**Task objective**: Word for word, print each record, dropping any image it holds.

**Supplied records**:

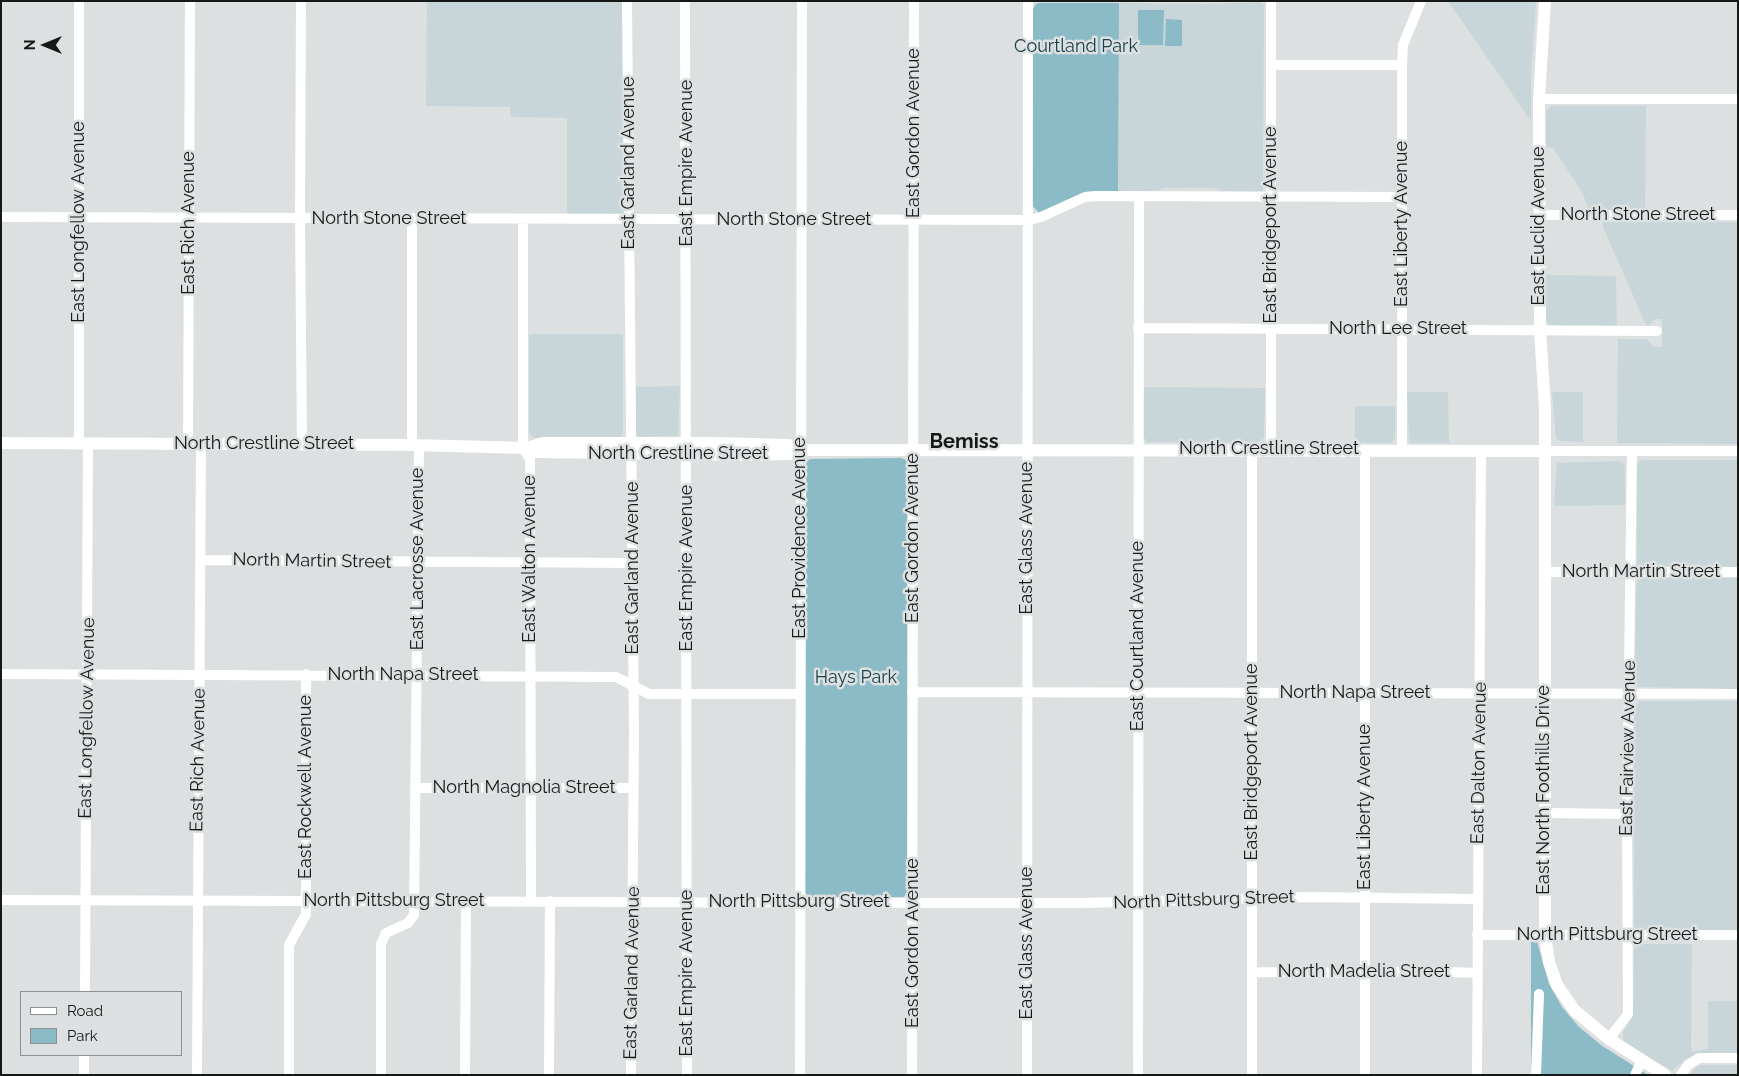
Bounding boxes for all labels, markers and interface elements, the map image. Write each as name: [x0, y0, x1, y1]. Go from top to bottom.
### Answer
north arrow: [20, 20, 70, 70]
park label: Courtland Park: [1014, 36, 1138, 58]
text: N: [22, 40, 38, 50]
street label: East Gordon Avenue: [903, 48, 925, 218]
street label: East Garland Avenue: [618, 76, 640, 250]
street label: East Empire Avenue: [676, 80, 698, 246]
street label: East Longfellow Avenue: [68, 121, 90, 323]
street label: East Bridgeport Avenue: [1260, 126, 1282, 324]
street label: East Liberty Avenue: [1391, 141, 1413, 307]
street label: East Euclid Avenue: [1528, 146, 1550, 306]
street label: East Rich Avenue: [178, 151, 200, 295]
street label: North Stone Street: [1561, 204, 1715, 226]
street label: North Stone Street: [312, 208, 466, 230]
street label: North Stone Street: [717, 209, 871, 231]
street label: North Lee Street: [1329, 318, 1467, 340]
district label: Bemiss: [929, 430, 999, 454]
street label: North Crestline Street: [174, 433, 354, 455]
street label: East Providence Avenue: [789, 437, 811, 639]
street label: North Crestline Street: [1179, 438, 1359, 460]
street label: North Crestline Street: [588, 443, 768, 465]
street label: East Gordon Avenue: [902, 453, 924, 623]
street label: East Glass Avenue: [1016, 462, 1038, 614]
street label: East Lacrosse Avenue: [407, 468, 429, 650]
street label: East Walton Avenue: [519, 475, 541, 643]
street label: East Garland Avenue: [622, 481, 644, 655]
street label: East Empire Avenue: [676, 485, 698, 651]
street label: East Courtland Avenue: [1127, 541, 1149, 731]
street label: North Martin Street: [232, 549, 392, 573]
street label: North Martin Street: [1562, 561, 1720, 583]
street label: East Longfellow Avenue: [74, 617, 100, 819]
street label: East Fairview Avenue: [1616, 660, 1640, 836]
street label: East Bridgeport Avenue: [1241, 663, 1263, 861]
street label: North Napa Street: [328, 664, 478, 686]
park label: Hays Park: [815, 667, 897, 689]
street label: North Napa Street: [1280, 682, 1430, 704]
street label: East Dalton Avenue: [1467, 682, 1491, 844]
street label: East North Foothills Drive: [1533, 685, 1555, 895]
street label: East Rich Avenue: [186, 688, 210, 832]
street label: East Rockwell Avenue: [295, 695, 317, 879]
street label: East Liberty Avenue: [1354, 724, 1376, 890]
street label: North Magnolia Street: [433, 777, 615, 799]
street label: East Gordon Avenue: [902, 858, 924, 1028]
street label: East Glass Avenue: [1016, 867, 1038, 1019]
street label: East Garland Avenue: [620, 886, 644, 1060]
street label: North Pittsburg Street: [1113, 886, 1295, 914]
street label: North Pittsburg Street: [303, 890, 485, 912]
street label: East Empire Avenue: [676, 890, 698, 1056]
street label: North Pittsburg Street: [708, 891, 890, 913]
street label: North Pittsburg Street: [1516, 924, 1698, 946]
street label: North Madelia Street: [1278, 961, 1450, 983]
legend: [20, 991, 182, 1056]
text: Road: [67, 1002, 103, 1020]
text: Park: [67, 1027, 98, 1045]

**Answer**:
Bounding boxes for all labels, markers and interface elements, the map image. Write each as name: [x0, y0, x1, y1]. Go from top to bottom.
### Answer
north arrow: [20, 20, 70, 70]
park label: Courtland Park: [1014, 36, 1138, 58]
text: N: [22, 40, 38, 50]
street label: East Gordon Avenue: [903, 48, 925, 218]
street label: East Garland Avenue: [618, 76, 640, 250]
street label: East Empire Avenue: [676, 80, 698, 246]
street label: East Longfellow Avenue: [68, 121, 90, 323]
street label: East Bridgeport Avenue: [1260, 126, 1282, 324]
street label: East Liberty Avenue: [1391, 141, 1413, 307]
street label: East Euclid Avenue: [1528, 146, 1550, 306]
street label: East Rich Avenue: [178, 151, 200, 295]
street label: North Stone Street: [1561, 204, 1715, 226]
street label: North Stone Street: [312, 208, 466, 230]
street label: North Stone Street: [717, 209, 871, 231]
street label: North Lee Street: [1329, 318, 1467, 340]
district label: Bemiss: [929, 430, 999, 454]
street label: North Crestline Street: [174, 433, 354, 455]
street label: East Providence Avenue: [789, 437, 811, 639]
street label: North Crestline Street: [1179, 438, 1359, 460]
street label: North Crestline Street: [588, 443, 768, 465]
street label: East Gordon Avenue: [902, 453, 924, 623]
street label: East Glass Avenue: [1016, 462, 1038, 614]
street label: East Lacrosse Avenue: [407, 468, 429, 650]
street label: East Walton Avenue: [519, 475, 541, 643]
street label: East Garland Avenue: [622, 481, 644, 655]
street label: East Empire Avenue: [676, 485, 698, 651]
street label: East Courtland Avenue: [1127, 541, 1149, 731]
street label: North Martin Street: [232, 549, 392, 573]
street label: North Martin Street: [1562, 561, 1720, 583]
street label: East Longfellow Avenue: [74, 617, 100, 819]
street label: East Fairview Avenue: [1616, 660, 1640, 836]
street label: East Bridgeport Avenue: [1241, 663, 1263, 861]
street label: North Napa Street: [328, 664, 478, 686]
park label: Hays Park: [815, 667, 897, 689]
street label: North Napa Street: [1280, 682, 1430, 704]
street label: East Dalton Avenue: [1467, 682, 1491, 844]
street label: East North Foothills Drive: [1533, 685, 1555, 895]
street label: East Rich Avenue: [186, 688, 210, 832]
street label: East Rockwell Avenue: [295, 695, 317, 879]
street label: East Liberty Avenue: [1354, 724, 1376, 890]
street label: North Magnolia Street: [433, 777, 615, 799]
street label: East Gordon Avenue: [902, 858, 924, 1028]
street label: East Glass Avenue: [1016, 867, 1038, 1019]
street label: East Garland Avenue: [620, 886, 644, 1060]
street label: North Pittsburg Street: [1113, 886, 1295, 914]
street label: North Pittsburg Street: [303, 890, 485, 912]
street label: East Empire Avenue: [676, 890, 698, 1056]
street label: North Pittsburg Street: [708, 891, 890, 913]
street label: North Pittsburg Street: [1516, 924, 1698, 946]
street label: North Madelia Street: [1278, 961, 1450, 983]
legend: [20, 991, 182, 1056]
text: Road: [67, 1002, 103, 1020]
text: Park: [67, 1027, 98, 1045]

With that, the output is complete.